RSB coaches love their boxers and many have a personal connection to Parkinson’s. The discomfort expressed by coaches regarding assessments is from the lack of training and education in how to administer and how to interpret them.
Boxers with Parkinson’s: BwP’s tests are relevant only when used within the BwP system to measure progression for each subjectwhen compared against their own previous assessments.
Moving RSB assessments from paper to tablet, BwP tries to improve on the paper-based RSB-level assessment reliability (minimal) by overlaying a higher level of assessment standardization in the tablet version through better instructions and training.
Conclusion: The PARS implementation of the PDQ, FAB, S2S & TUG is solely a migration of these tests from paper to tablet. A coach could do for themselves everything PARS does with a pencil, calculator and paper. As an intermediate step BwP used Excel spreadsheets.
The use of computer power to sort, organize, sum, average or in any other way analyze the results is not an attempt to meet the academic, research or medical standards established by the boards of professional analysts and reviewers. The RSB paper-based assessment process and the PARS tablet-based implementations of these tests are specifically for use in RSB environments by RSB coaches in consultation with boxers and their families.
PARS insights could be duplicated by any coach using the same data with a pencil and a piece of paper. The tablet just does it instantly. To that end, BwP uses a standard of “Coach Intelligence” and “Boxer Common Sence” in the assessment administration, recording, scoring, reporting and insights. New cars have tire pressure sensors that do automatically what a driver used to do with a manual tire gauge.

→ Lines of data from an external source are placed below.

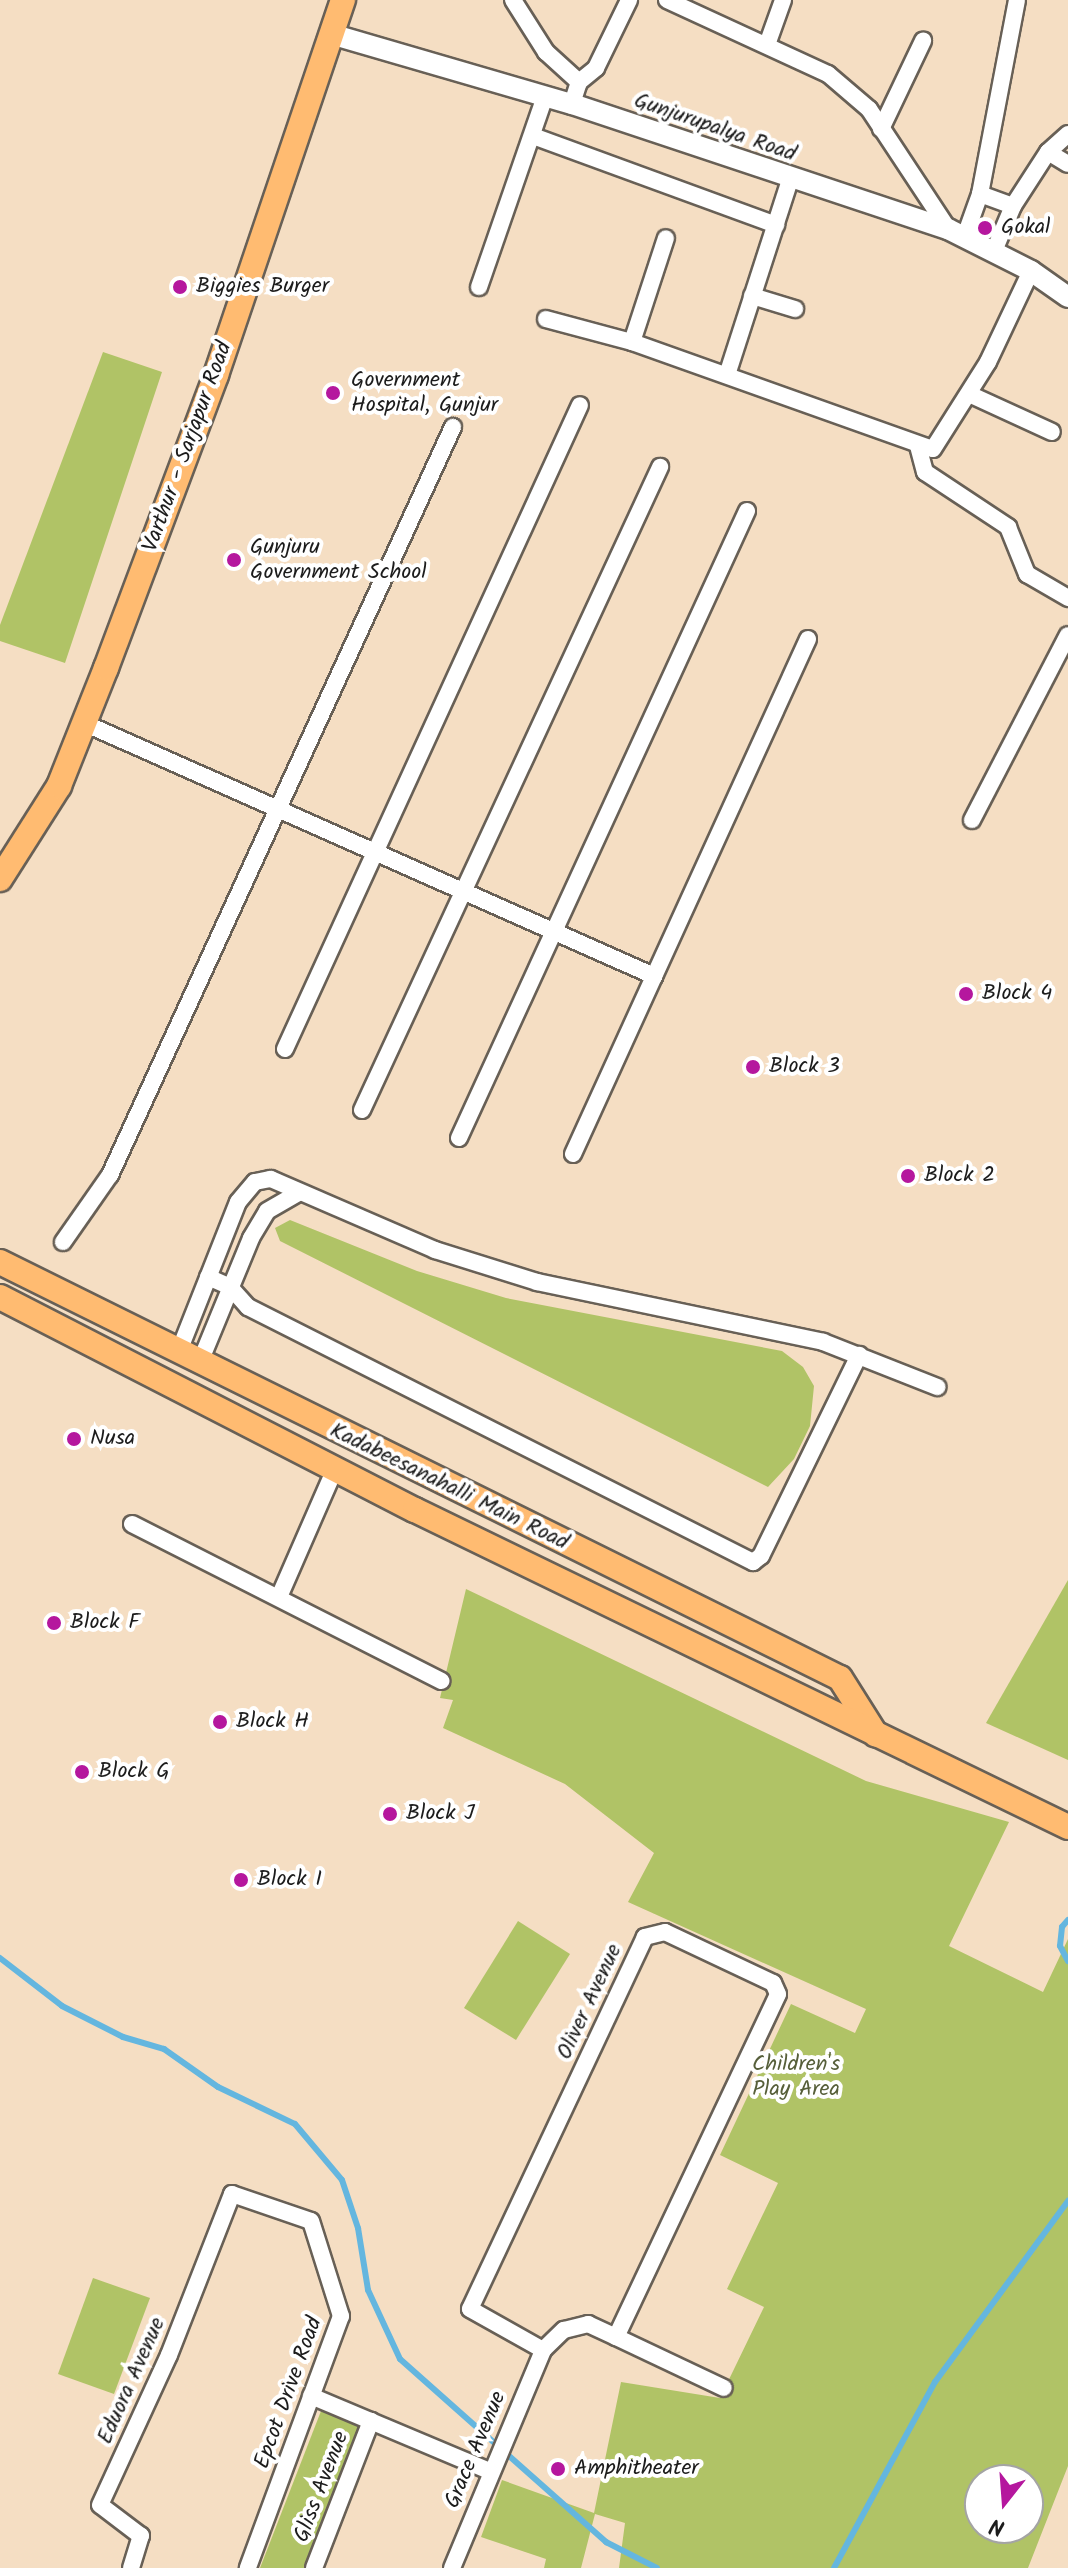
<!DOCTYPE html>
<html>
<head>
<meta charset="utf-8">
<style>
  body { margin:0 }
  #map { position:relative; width:1068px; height:2568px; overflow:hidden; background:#f5dec3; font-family:Kalam,sans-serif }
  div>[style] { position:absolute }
  .green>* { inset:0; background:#b0c366 }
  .stream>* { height:6px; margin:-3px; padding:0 3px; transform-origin:3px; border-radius:3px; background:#64b6df }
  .roads { filter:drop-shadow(2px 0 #686056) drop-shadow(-2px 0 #686056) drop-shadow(0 2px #686056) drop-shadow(0 -2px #686056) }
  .minor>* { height:16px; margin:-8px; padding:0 8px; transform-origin:8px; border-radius:8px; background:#fff }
  .tertiary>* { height:20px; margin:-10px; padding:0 10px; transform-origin:10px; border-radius:10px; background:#fff }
  .primary>* { height:24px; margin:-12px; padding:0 12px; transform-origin:12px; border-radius:12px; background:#ffbb71 }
  .dots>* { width:22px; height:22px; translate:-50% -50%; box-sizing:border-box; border:4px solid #fff; border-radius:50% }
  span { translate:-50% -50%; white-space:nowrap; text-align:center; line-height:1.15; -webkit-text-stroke:8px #fff; paint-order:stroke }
  .street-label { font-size:22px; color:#1c1c1c }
  .poi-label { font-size:22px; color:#1c1c1c }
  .left { translate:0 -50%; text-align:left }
  .park-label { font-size:22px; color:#575f3a }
  .north { position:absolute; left:964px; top:2464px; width:80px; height:80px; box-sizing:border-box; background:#fff; border:2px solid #a4a4a4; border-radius:50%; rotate:197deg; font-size:22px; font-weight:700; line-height:32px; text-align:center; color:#1c1c1c }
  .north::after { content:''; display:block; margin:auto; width:28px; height:36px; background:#b5179e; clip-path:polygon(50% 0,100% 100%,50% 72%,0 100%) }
</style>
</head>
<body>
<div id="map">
  <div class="green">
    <i style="clip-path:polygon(103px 352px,162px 372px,65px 663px,0 641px,0 625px)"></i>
    <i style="clip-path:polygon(290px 1220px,417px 1271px,506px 1298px,782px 1351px,803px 1367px,814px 1386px,810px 1426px,794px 1459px,768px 1487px,280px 1241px,275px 1228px)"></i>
    <i style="clip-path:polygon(1068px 1580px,1068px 1760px,986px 1723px)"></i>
    <i style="clip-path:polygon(evenodd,466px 1589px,866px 1781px,1009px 1822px,949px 1946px,1043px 1992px,1068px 1939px,1068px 2466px,1028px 2568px,619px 2568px,625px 2523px,595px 2514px,581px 2568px,544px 2568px,546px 2559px,481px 2537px,502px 2480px,594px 2513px,621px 2382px,720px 2398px,764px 2307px,727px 2289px,778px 2183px,720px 2155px,791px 2004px,855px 2033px,866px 2009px,628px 1902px,654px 1853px,565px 1784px,443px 1728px,453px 1700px,440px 1698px,466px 1589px,980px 2480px,1028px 2480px,1028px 2528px,980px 2528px,980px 2480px)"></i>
    <i style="clip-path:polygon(518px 1921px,570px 1954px,516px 2040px,464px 2008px)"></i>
    <i style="clip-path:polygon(93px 2278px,150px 2298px,114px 2394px,58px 2374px)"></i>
    <i style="clip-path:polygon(321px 2411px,359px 2426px,304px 2568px,260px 2568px)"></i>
  </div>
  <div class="stream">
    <i style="left:1068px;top:1920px;width:9px;rotate:131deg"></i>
    <i style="left:1062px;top:1927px;width:19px;rotate:96deg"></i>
    <i style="left:1060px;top:1946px;width:17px;rotate:62deg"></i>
    <i style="left:0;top:1958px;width:78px;rotate:37.7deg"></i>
    <i style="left:62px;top:2006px;width:68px;rotate:26.9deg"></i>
    <i style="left:123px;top:2037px;width:43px;rotate:16.3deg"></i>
    <i style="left:164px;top:2049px;width:66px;rotate:35.1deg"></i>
    <i style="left:218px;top:2087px;width:85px;rotate:25.7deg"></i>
    <i style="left:295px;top:2124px;width:73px;rotate:50deg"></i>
    <i style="left:342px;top:2180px;width:51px;rotate:71.6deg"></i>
    <i style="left:358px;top:2228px;width:63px;rotate:80.8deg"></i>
    <i style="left:368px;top:2290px;width:76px;rotate:65.1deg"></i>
    <i style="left:400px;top:2359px;width:276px;rotate:41.6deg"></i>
    <i style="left:606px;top:2542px;width:57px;rotate:27deg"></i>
    <i style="left:834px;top:2568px;width:212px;rotate:-61.5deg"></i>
    <i style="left:935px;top:2382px;width:225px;rotate:-53.7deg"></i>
  </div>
  <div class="roads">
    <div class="minor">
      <i style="left:513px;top:0;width:62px;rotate:57.6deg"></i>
      <i style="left:546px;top:52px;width:45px;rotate:42.3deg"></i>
      <i style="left:579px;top:82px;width:23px;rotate:108deg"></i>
      <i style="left:667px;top:0;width:177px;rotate:24.7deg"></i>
      <i style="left:828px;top:74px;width:54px;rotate:40.5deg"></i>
      <i style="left:869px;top:109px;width:144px;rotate:56.6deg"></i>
      <i style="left:768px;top:42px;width:45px;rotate:-70.3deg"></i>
      <i style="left:579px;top:82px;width:22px;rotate:-39deg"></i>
      <i style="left:596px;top:68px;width:76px;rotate:-64.1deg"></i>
      <i style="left:881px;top:129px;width:98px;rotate:-64.5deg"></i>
      <i style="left:533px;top:136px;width:259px;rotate:20.1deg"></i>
      <i style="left:1048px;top:152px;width:23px;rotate:31deg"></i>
      <i style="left:980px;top:194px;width:35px;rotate:20deg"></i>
      <i style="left:965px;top:236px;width:45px;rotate:-70.3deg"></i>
      <i style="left:980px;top:194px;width:197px;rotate:-79.2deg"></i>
      <i style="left:994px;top:251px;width:49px;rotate:-67.1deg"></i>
      <i style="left:1013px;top:206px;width:64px;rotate:-57.1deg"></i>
      <i style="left:1048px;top:152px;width:27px;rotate:-42deg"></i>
      <i style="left:479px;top:287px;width:202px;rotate:-70.9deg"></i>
      <i style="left:752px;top:296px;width:45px;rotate:16.8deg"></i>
      <i style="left:546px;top:319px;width:89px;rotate:15deg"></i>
      <i style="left:632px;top:342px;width:319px;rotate:19.6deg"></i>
      <i style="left:933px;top:449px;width:103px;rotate:-57.7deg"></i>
      <i style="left:988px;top:362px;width:101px;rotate:-64.7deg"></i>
      <i style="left:632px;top:342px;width:109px;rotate:-71.9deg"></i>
      <i style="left:727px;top:375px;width:205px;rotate:-72.1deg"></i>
      <i style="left:969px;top:394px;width:91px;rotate:24.6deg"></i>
      <i style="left:918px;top:446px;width:27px;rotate:75deg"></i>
      <i style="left:925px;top:472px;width:100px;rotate:33.5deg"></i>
      <i style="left:1008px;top:527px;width:51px;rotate:68deg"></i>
      <i style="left:1027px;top:574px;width:48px;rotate:30.3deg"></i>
      <i style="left:84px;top:723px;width:624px;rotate:23.93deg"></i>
      <i style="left:972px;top:820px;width:208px;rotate:-62.6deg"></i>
      <i style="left:285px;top:1049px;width:708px;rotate:-65.39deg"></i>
      <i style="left:362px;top:1110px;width:709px;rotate:-65.13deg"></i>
      <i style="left:459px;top:1138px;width:690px;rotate:-65.33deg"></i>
      <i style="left:573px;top:1154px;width:566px;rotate:-65.47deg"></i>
      <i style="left:63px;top:1242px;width:82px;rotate:-55deg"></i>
      <i style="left:110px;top:1175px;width:823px;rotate:-65.37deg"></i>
      <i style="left:208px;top:1277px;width:24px;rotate:24deg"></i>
      <i style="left:230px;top:1287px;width:27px;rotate:48deg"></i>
      <i style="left:248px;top:1307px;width:566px;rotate:26.79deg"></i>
      <i style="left:753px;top:1562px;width:10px;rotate:-37deg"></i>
      <i style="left:761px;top:1556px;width:224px;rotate:-64deg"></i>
      <i style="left:179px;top:1351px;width:160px;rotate:-68.4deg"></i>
      <i style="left:238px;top:1202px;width:26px;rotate:-50deg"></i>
      <i style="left:255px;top:1182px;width:16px;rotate:-11deg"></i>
      <i style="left:271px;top:1179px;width:179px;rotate:23.4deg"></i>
      <i style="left:435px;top:1250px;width:107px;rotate:17.4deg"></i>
      <i style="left:537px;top:1282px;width:292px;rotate:11.8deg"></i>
      <i style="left:823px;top:1342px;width:123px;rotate:21.5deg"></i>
      <i style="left:200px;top:1362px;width:134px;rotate:-67.6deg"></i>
      <i style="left:251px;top:1238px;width:31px;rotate:-59deg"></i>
      <i style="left:267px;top:1211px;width:36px;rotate:-30deg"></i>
      <i style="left:132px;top:1524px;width:347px;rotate:26.9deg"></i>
      <i style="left:279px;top:1597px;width:140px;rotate:-66.4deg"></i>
      <i style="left:616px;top:2337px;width:119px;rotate:25.3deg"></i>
      <i style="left:311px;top:2396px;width:193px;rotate:22.8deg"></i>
      <i style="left:131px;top:2568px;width:34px;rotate:-73deg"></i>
      <i style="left:141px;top:2536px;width:51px;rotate:-142.9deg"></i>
      <i style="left:100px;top:2505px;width:165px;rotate:-65.3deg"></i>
      <i style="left:169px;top:2355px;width:173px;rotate:-68.6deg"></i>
      <i style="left:232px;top:2194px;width:83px;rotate:18.9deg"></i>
      <i style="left:311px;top:2221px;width:100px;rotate:72.5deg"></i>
      <i style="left:341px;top:2316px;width:269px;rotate:110.3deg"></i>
      <i style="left:314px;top:2568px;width:158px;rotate:-68.8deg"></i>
      <i style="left:452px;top:2568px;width:236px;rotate:-67.3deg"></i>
      <i style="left:543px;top:2350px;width:29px;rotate:-44deg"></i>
      <i style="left:564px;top:2330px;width:25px;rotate:-14deg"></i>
      <i style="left:588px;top:2324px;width:31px;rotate:25deg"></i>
      <i style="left:616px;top:2337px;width:379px;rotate:-64.7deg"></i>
      <i style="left:778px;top:1994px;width:12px;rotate:-114deg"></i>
      <i style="left:773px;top:1983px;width:119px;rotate:-154.7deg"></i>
      <i style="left:665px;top:1932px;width:21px;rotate:166deg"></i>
      <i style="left:645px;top:1937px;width:411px;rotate:115.2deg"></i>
      <i style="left:470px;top:2309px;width:84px;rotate:29.3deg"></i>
    </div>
    <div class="tertiary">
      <i style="left:334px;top:35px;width:248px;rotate:16.2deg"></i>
      <i style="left:572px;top:104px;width:396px;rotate:18.4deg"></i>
      <i style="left:948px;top:229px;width:93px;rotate:26.8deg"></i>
      <i style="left:1031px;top:271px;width:45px;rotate:35.1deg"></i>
    </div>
    <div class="primary">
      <i style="left:0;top:879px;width:110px;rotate:-57.6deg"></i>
      <i style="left:59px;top:786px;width:127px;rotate:-68.3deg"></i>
      <i style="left:106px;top:668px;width:313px;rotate:-69.4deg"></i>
      <i style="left:216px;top:375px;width:396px;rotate:-71.3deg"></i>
      <i style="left:0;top:1262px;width:937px;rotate:26.35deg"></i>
      <i style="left:840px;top:1678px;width:67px;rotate:57.7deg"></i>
      <i style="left:0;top:1297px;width:466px;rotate:27.2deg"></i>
      <i style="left:415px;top:1510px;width:726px;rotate:25.89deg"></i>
    </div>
  </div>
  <div class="dots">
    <i style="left:985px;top:228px;background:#b5179e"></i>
    <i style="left:180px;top:287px;background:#b5179e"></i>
    <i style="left:333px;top:393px;background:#b5179e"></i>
    <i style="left:234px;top:560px;background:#b5179e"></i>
    <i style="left:966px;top:994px;background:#b5179e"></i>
    <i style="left:753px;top:1067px;background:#b5179e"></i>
    <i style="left:908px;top:1176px;background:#b5179e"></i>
    <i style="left:74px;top:1439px;background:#b5179e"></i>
    <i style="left:54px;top:1623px;background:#b5179e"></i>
    <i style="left:220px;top:1722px;background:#b5179e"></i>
    <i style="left:82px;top:1772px;background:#b5179e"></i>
    <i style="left:390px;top:1814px;background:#b5179e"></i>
    <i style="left:241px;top:1880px;background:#b5179e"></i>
    <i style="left:558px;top:2469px;background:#b5179e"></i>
  </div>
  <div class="street-label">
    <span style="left:715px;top:128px;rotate:19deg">Gunjurupalya Road</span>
    <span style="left:188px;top:447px;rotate:-70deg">Varthur - Sarjapur Road</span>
    <span style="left:449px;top:1487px;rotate:26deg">Kadabeesanahalli Main Road</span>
    <span style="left:590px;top:2002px;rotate:-65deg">Oliver Avenue</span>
    <span style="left:132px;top:2381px;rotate:-66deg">Eduora Avenue</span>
    <span style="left:289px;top:2393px;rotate:-70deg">Epcot Drive Road</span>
    <span style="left:476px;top:2450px;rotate:-67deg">Grace Avenue</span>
    <span style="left:322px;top:2487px;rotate:-69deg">Gliss Avenue</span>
  </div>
  <div class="poi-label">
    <span class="left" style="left:1001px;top:228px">Gokal</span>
    <span class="left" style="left:196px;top:287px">Biggies Burger</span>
    <span class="left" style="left:351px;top:393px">Government<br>Hospital, Gunjur</span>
    <span class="left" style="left:250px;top:560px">Gunjuru<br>Government School</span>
    <span class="left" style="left:982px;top:994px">Block 4</span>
    <span class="left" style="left:769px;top:1067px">Block 3</span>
    <span class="left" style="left:924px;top:1176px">Block 2</span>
    <span class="left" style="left:90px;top:1439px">Nusa</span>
    <span class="left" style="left:70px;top:1623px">Block F</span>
    <span class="left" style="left:236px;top:1722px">Block H</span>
    <span class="left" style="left:98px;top:1772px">Block G</span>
    <span class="left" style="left:406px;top:1814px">Block J</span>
    <span class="left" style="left:257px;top:1880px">Block I</span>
    <span class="left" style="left:574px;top:2469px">Amphitheater</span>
  </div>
  <div class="park-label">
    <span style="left:796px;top:2077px">Children's<br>Play Area</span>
  </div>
  <div class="north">N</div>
</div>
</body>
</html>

It does not change the construction of the tire or the tire’s safety.
In the time since the current assessment tools were created (30+ years ago) and with the advent of tablet technology, it is time for a new generation of computer-based assessment tools.
It will take time to develop the new assessment tools, submit them to independent third-party academic and research bodies for validation, and to develop minimum detectable change (MDC) values for each new test.
In the meantime, with a historical base of assessment data for over 40,000 RSB boxers, with an intrinsic network of experienced RSB assessment coaches, and in the spirit of providing meaningful testing, scoring and insights impacting the quality of life of the RSB boxer today, PARS is a powerful interim solution.